[[ THE INPUT, beginning ]]
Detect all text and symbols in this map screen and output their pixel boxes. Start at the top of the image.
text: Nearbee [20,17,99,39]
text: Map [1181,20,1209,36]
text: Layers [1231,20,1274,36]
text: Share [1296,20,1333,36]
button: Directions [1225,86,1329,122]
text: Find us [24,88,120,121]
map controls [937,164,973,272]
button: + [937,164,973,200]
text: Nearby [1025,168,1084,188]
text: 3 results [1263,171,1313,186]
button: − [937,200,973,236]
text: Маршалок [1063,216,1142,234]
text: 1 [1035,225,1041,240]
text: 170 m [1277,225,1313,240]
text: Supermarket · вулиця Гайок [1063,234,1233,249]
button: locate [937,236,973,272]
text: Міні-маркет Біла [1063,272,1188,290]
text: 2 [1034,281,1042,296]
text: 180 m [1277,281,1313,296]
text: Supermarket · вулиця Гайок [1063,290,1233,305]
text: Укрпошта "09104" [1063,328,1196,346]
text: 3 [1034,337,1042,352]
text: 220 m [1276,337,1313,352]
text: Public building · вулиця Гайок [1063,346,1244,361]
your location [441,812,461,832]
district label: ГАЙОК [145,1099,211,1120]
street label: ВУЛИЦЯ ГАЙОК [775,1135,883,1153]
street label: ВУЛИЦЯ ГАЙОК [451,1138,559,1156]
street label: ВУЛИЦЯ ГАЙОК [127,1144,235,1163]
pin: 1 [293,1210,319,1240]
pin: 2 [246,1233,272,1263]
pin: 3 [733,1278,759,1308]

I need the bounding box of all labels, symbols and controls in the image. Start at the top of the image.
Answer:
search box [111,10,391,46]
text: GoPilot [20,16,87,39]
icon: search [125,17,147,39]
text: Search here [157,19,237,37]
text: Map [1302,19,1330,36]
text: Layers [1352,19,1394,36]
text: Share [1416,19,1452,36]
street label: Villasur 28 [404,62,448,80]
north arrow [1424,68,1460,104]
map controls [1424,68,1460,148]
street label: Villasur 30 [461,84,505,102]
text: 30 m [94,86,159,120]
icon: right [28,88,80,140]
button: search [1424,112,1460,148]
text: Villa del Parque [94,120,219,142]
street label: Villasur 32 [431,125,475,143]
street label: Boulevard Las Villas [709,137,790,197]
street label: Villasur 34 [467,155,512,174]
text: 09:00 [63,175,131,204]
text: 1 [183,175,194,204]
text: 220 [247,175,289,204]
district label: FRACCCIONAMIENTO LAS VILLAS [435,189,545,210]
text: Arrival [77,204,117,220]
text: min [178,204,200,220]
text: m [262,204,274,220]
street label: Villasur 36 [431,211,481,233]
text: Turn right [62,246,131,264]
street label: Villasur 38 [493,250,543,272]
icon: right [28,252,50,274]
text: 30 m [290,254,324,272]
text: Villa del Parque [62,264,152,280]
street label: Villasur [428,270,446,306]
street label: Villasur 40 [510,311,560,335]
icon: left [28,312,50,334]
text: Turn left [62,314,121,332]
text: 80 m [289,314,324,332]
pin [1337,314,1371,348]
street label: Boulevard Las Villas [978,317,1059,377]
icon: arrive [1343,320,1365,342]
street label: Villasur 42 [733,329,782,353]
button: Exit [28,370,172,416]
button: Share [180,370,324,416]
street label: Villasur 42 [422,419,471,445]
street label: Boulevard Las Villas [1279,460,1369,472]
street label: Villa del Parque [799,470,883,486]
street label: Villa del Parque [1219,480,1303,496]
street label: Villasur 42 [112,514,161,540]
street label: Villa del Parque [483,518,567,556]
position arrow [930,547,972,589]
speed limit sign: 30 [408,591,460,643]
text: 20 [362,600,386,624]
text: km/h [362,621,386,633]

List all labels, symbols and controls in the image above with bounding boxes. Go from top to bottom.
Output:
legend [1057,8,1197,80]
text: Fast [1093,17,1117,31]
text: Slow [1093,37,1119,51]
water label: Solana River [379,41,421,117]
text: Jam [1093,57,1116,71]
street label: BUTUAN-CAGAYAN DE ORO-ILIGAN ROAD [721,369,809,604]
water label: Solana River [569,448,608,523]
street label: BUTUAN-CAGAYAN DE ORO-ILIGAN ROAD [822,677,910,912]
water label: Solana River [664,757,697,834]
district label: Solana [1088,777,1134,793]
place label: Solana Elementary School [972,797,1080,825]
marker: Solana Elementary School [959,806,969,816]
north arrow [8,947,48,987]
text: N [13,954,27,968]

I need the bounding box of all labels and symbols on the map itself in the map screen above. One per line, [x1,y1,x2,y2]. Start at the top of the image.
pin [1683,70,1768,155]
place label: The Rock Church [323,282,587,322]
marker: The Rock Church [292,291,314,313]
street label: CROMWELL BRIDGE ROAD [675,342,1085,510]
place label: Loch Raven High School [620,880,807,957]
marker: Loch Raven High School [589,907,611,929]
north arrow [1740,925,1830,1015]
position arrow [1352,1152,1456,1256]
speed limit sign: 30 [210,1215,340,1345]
[[ THE INPUT, end ]]
> YOUR GOAL
Each record needs to be duplicated exactly.

> SOLUTION TO THIS TASK
Detect all text and symbols in this map screen and output their pixel boxes. Start at the top of the image.
text: Nearbee [20,17,99,39]
text: Map [1181,20,1209,36]
text: Layers [1231,20,1274,36]
text: Share [1296,20,1333,36]
button: Directions [1225,86,1329,122]
text: Find us [24,88,120,121]
map controls [937,164,973,272]
button: + [937,164,973,200]
text: Nearby [1025,168,1084,188]
text: 3 results [1263,171,1313,186]
button: − [937,200,973,236]
text: Маршалок [1063,216,1142,234]
text: 1 [1035,225,1041,240]
text: 170 m [1277,225,1313,240]
text: Supermarket · вулиця Гайок [1063,234,1233,249]
button: locate [937,236,973,272]
text: Міні-маркет Біла [1063,272,1188,290]
text: 2 [1034,281,1042,296]
text: 180 m [1277,281,1313,296]
text: Supermarket · вулиця Гайок [1063,290,1233,305]
text: Укрпошта "09104" [1063,328,1196,346]
text: 3 [1034,337,1042,352]
text: 220 m [1276,337,1313,352]
text: Public building · вулиця Гайок [1063,346,1244,361]
your location [441,812,461,832]
district label: ГАЙОК [145,1099,211,1120]
street label: ВУЛИЦЯ ГАЙОК [775,1135,883,1153]
street label: ВУЛИЦЯ ГАЙОК [451,1138,559,1156]
street label: ВУЛИЦЯ ГАЙОК [127,1144,235,1163]
pin: 1 [293,1210,319,1240]
pin: 2 [246,1233,272,1263]
pin: 3 [733,1278,759,1308]

I need the bounding box of all labels, symbols and controls in the image. Start at the top of the image.
Answer:
search box [111,10,391,46]
text: GoPilot [20,16,87,39]
icon: search [125,17,147,39]
text: Search here [157,19,237,37]
text: Map [1302,19,1330,36]
text: Layers [1352,19,1394,36]
text: Share [1416,19,1452,36]
street label: Villasur 28 [404,62,448,80]
north arrow [1424,68,1460,104]
map controls [1424,68,1460,148]
street label: Villasur 30 [461,84,505,102]
text: 30 m [94,86,159,120]
icon: right [28,88,80,140]
button: search [1424,112,1460,148]
text: Villa del Parque [94,120,219,142]
street label: Villasur 32 [431,125,475,143]
street label: Boulevard Las Villas [709,137,790,197]
street label: Villasur 34 [467,155,512,174]
text: 09:00 [63,175,131,204]
text: 1 [183,175,194,204]
text: 220 [247,175,289,204]
district label: FRACCCIONAMIENTO LAS VILLAS [435,189,545,210]
text: Arrival [77,204,117,220]
text: min [178,204,200,220]
text: m [262,204,274,220]
street label: Villasur 36 [431,211,481,233]
text: Turn right [62,246,131,264]
street label: Villasur 38 [493,250,543,272]
icon: right [28,252,50,274]
text: 30 m [290,254,324,272]
text: Villa del Parque [62,264,152,280]
street label: Villasur [428,270,446,306]
street label: Villasur 40 [510,311,560,335]
icon: left [28,312,50,334]
text: Turn left [62,314,121,332]
text: 80 m [289,314,324,332]
pin [1337,314,1371,348]
street label: Boulevard Las Villas [978,317,1059,377]
icon: arrive [1343,320,1365,342]
street label: Villasur 42 [733,329,782,353]
button: Exit [28,370,172,416]
button: Share [180,370,324,416]
street label: Villasur 42 [422,419,471,445]
street label: Boulevard Las Villas [1279,460,1369,472]
street label: Villa del Parque [799,470,883,486]
street label: Villa del Parque [1219,480,1303,496]
street label: Villasur 42 [112,514,161,540]
street label: Villa del Parque [483,518,567,556]
position arrow [930,547,972,589]
speed limit sign: 30 [408,591,460,643]
text: 20 [362,600,386,624]
text: km/h [362,621,386,633]

List all labels, symbols and controls in the image above with bounding boxes. Go from top to bottom.
Output:
legend [1057,8,1197,80]
text: Fast [1093,17,1117,31]
text: Slow [1093,37,1119,51]
water label: Solana River [379,41,421,117]
text: Jam [1093,57,1116,71]
street label: BUTUAN-CAGAYAN DE ORO-ILIGAN ROAD [721,369,809,604]
water label: Solana River [569,448,608,523]
street label: BUTUAN-CAGAYAN DE ORO-ILIGAN ROAD [822,677,910,912]
water label: Solana River [664,757,697,834]
district label: Solana [1088,777,1134,793]
place label: Solana Elementary School [972,797,1080,825]
marker: Solana Elementary School [959,806,969,816]
north arrow [8,947,48,987]
text: N [13,954,27,968]

I need the bounding box of all labels and symbols on the map itself in the map screen above. One per line, [x1,y1,x2,y2]. Start at the top of the image.
pin [1683,70,1768,155]
place label: The Rock Church [323,282,587,322]
marker: The Rock Church [292,291,314,313]
street label: CROMWELL BRIDGE ROAD [675,342,1085,510]
place label: Loch Raven High School [620,880,807,957]
marker: Loch Raven High School [589,907,611,929]
north arrow [1740,925,1830,1015]
position arrow [1352,1152,1456,1256]
speed limit sign: 30 [210,1215,340,1345]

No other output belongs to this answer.